L’Italia ha salari tra i più bassi e carico fiscale tra i più alti
L’Italia resta in fondo alla classifica Ocse sui salari, ma sale dal 23° al 22° posto superando la Grecia. Lo rileva l’organizzazione parigina nel rapporto ‘Taxing wages’. Il salario netto medio di un single senza figli a carico in Italia è stato di 25.155 dollari nel 2010. La cifra è inferiore sia alla media Ocse (26.436 dollari), che a quella dell’Ue a 15 (30.089). Il salario lordo è stato invece di 35.847 dollari, lievemente superiore alla media Ocse (35.576), ma inferiore a quella europea (42.755). In questa classifica l’Italia è al 19° posto.
A salari bassi si aggiunge il carico fiscale, aumentato di 0,4 punti percentuali rispetto al 2009, quando si attestava al 46,5%. Il cosiddetto cuneo fiscale, che calcola la differenza tra quanto pagato dal datore di lavoro e quanto effettivamente finisce in tasca al lavoratore, in Italia è “almeno di 11 punti più alto della media Ocse per ogni tipo di famiglia” ed è al 46,9% se si considera il lavoratore single senza figli. Nella classifica dei Paesi membri dell’Ocse, aggiornata alla fine dello scorso anno, l’Italia sale così dal sesto al quinto posto per peso fiscale sugli stipendi, sorpassando l’Ungheria (46,4%) e restando dietro Belgio (55,4%), Francia (49,3%), Germania (49,1%) ed Austria (47,9%). Il Paese dove il fisco è più lieve è il Cile (7%).
Nel dettaglio, l’Italia sale poi dal quinto al terzo posto, con un cuneo fiscale del 37,2%, se si considera la tassazione sul salario nel caso di una famiglia monoreddito con due figli. Secondo lo studio Ocse, rispetto al 2009 emerge un incremento di 0,03 punti percentuali per i single, derivanti dall’incremento delle tasse sui redditi (+0,1 per le famiglie). La tassa sui redditi in Italia è pari al 15,4% del costo del lavoro, i contributi a carico del lavoratore (sempre single e senza figli) ammontano al 7,2% e quelli a carico del datore di lavoro al 24,3%, per un costo del lavoro totale di 47.347 Dollari (a parità di acquisto), al quattordicesimo posto tra i 33 paesi Ocse.
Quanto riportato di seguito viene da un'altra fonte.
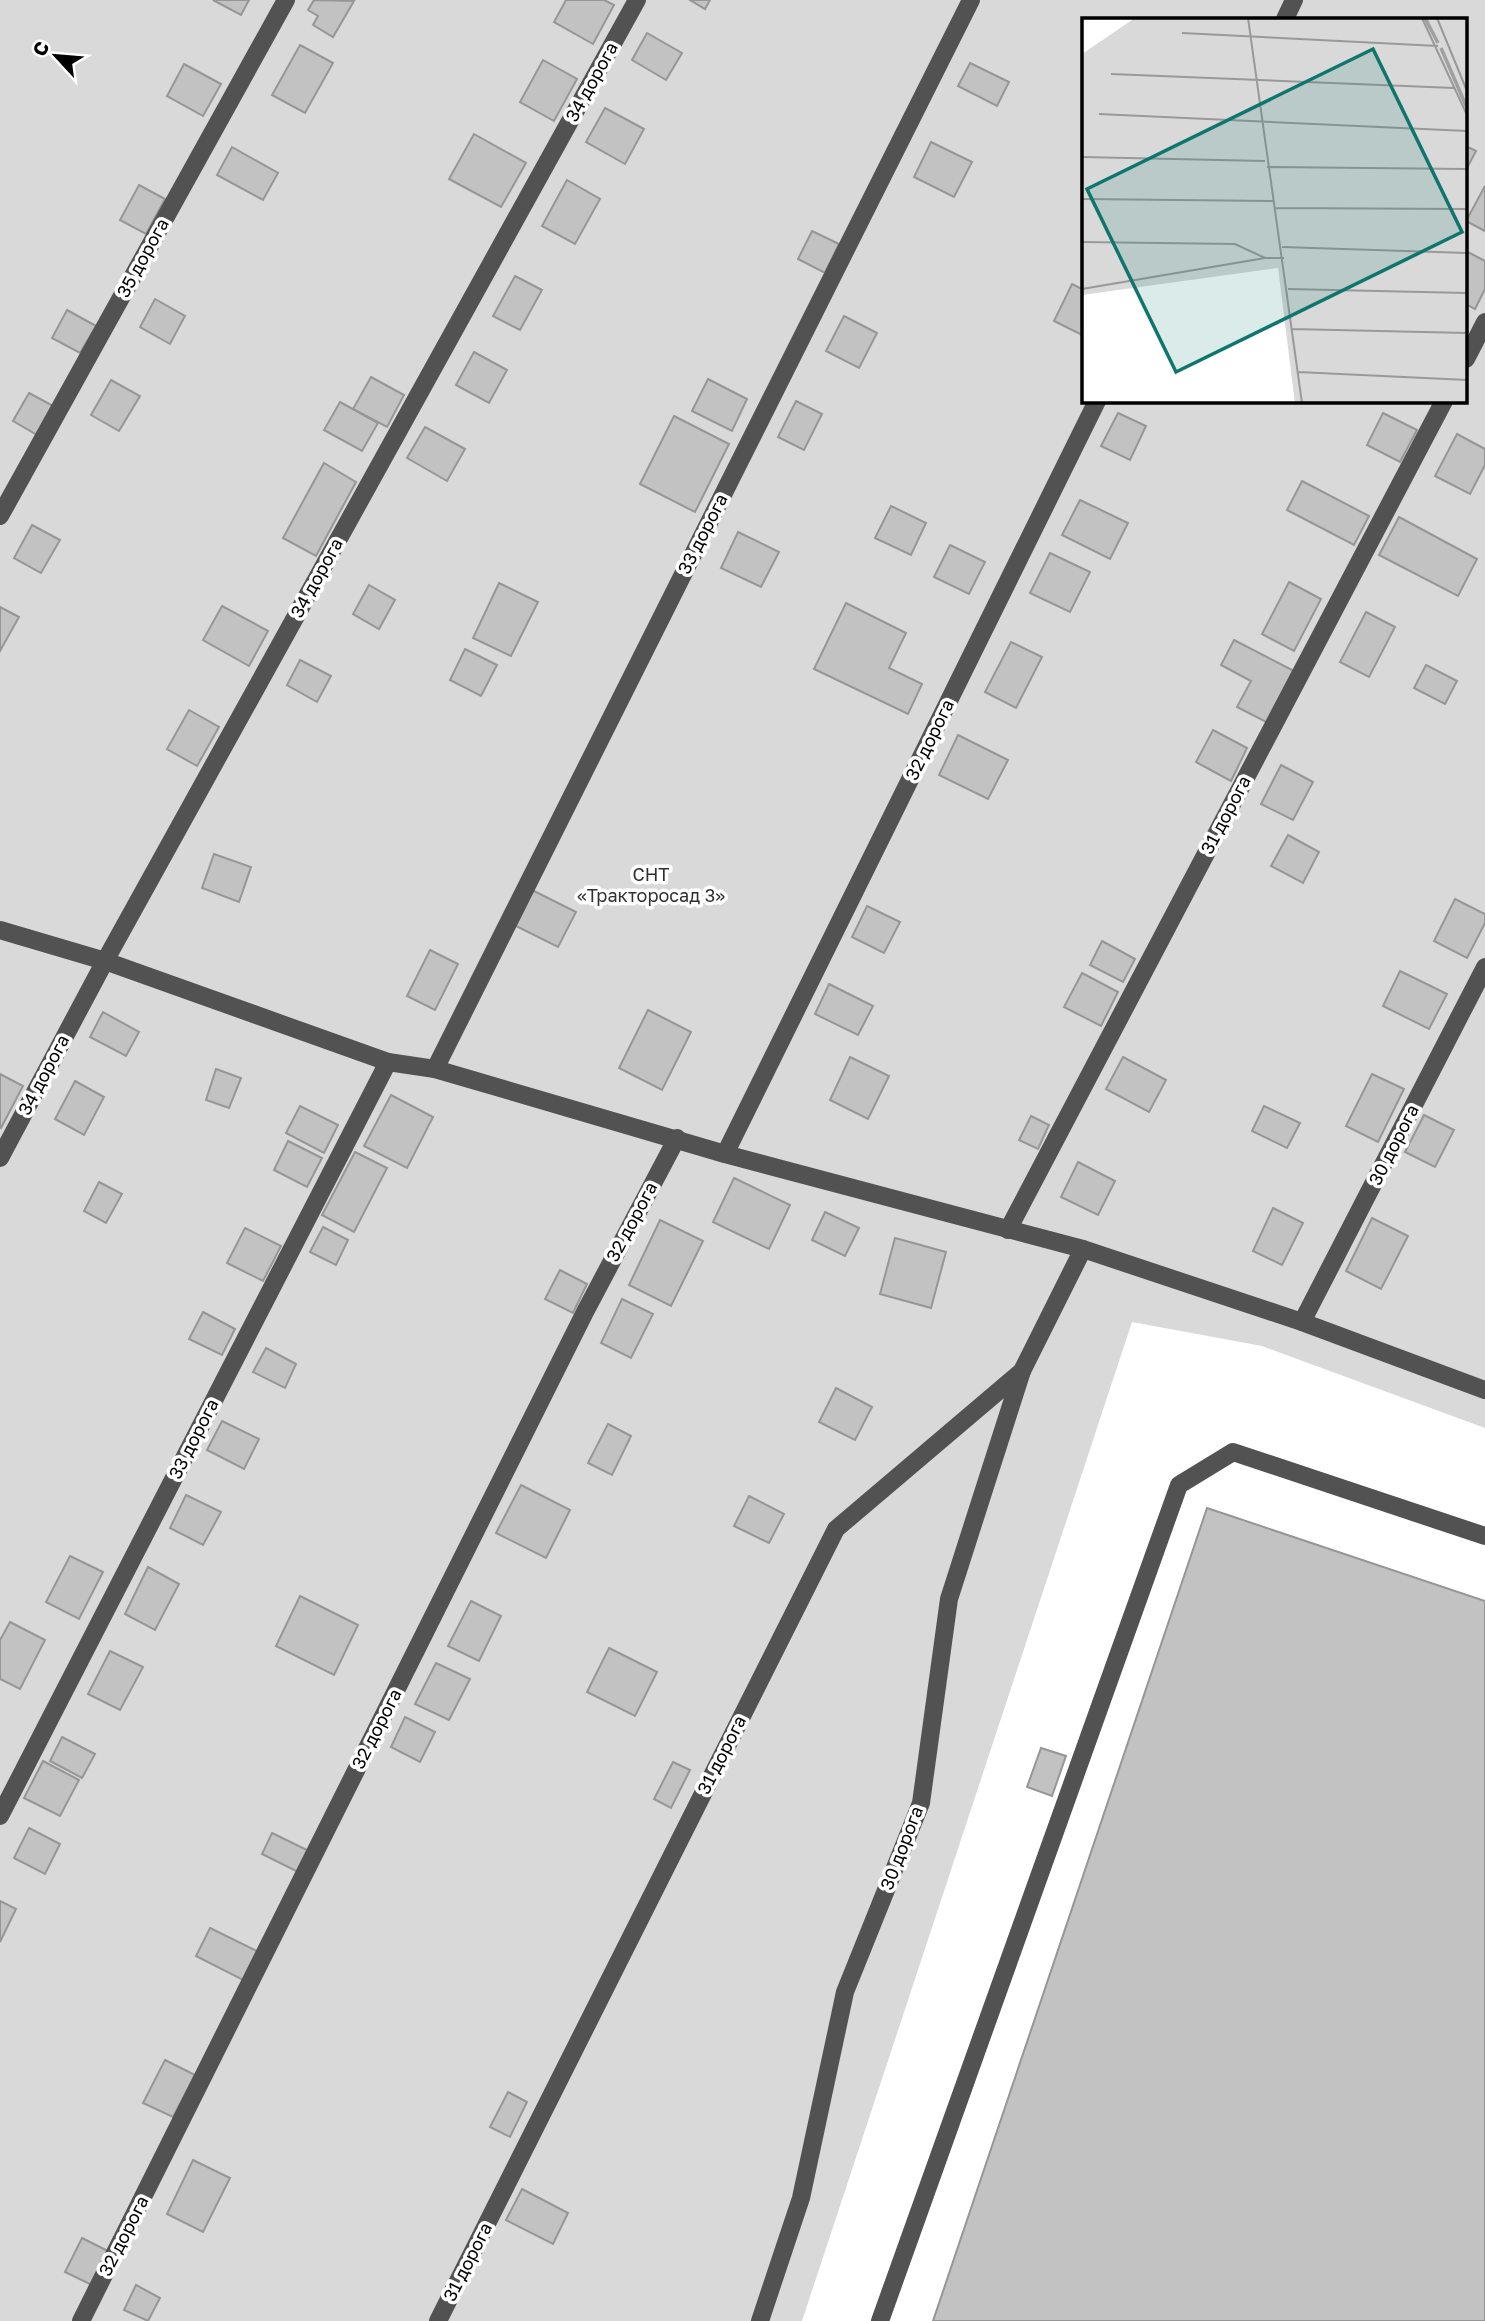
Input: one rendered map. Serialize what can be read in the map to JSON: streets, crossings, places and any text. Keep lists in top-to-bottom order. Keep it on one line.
{"streets":{"street":["34 дорога","35 дорога","33 дорога","32 дорога","31 дорога","30 дорога"]},"crossings":[["31 дорога","30 дорога"]],"parks":["СНТ «Тракторосад 3»"],"north":"top left"}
Se si guarda alla serie storica, salendo al 46,9% nel 2010 (dal 46,8% indicato per il 2009) il cuneo fiscale si riporta ai livelli del 2000 dopo avere toccato un minimo del 45,7% tra il 2003 e il 2005, mentre tra tutti gli altri tipi di famiglie rispetto al 2000 emerge un incremento massimo di 0,2 punti e tra i salari più bassi c’è stata una riduzione di 5,2 punti percentuali rispetto al 2000. Il cuneo fiscale nel 2010 è stato peraltro pari al 43,6% (+0,1 dal 2009 per l’aumento delle tasse sui redditi)) per i salari più bassi nel caso del single e al 27,2% (+0,2 dal 2009) per il single con due figli.
Il rapporto Ocse mette in risalto che l’inasprimento del peso fiscale sulle retribuzioni l’anno scorso ha riguardato 22 paesi sui 34 dell’organizzazione e che l’Europa che si conferma l’area dove il cuneo fiscale drena gli stipendi di oltre il 40% per i single e oltre il 30% per le famiglie con figli. Negli Stati Uniti il cuneo fiscale incide per il 29% sui single e per il 16,3% sulle famiglie con figli.
“Con la stessa pressione tributaria della Germania, gli italiani risparmierebbero 1.400 euro l’anno di tasse. In termini di gettito complessivo, sempre a parità di condizioni fiscali tra i due paesi, l’erario italiano riceverebbe 82 miliardi in meno”. A fare questa dichiarazione, dopo aver letto i risultati presentati oggi dall’Ocse, è stato il segretario della Cgia di Mestre, Giuseppe Bortolussi.
Infatti, a fronte di una pressione tributaria in italia pari al 29,1% del pil, il carico fiscale tedesco raggiunge il 23,7% del pil: praticamente 5,4 punti in meno. “Se, come dimostrano i dati Ocse, i lavoratori dipendenti presentano un livello di tassazione non più sostenibile – conclude Bortolussi – le cose non vanno certo meglio per le imprese, anzi. Sempre secondo una nostra elaborazione su dati Ifc e World bank, l’Italia presenta il record europeo di importo totale delle tasse sugli utili di impresa (68,6%). Le imprese tedesche, sempre per fare un confronto con il nostro paese, registrano un carico fiscale del 48,2% sugli utili, vale a dire 20,4 punti in meno”.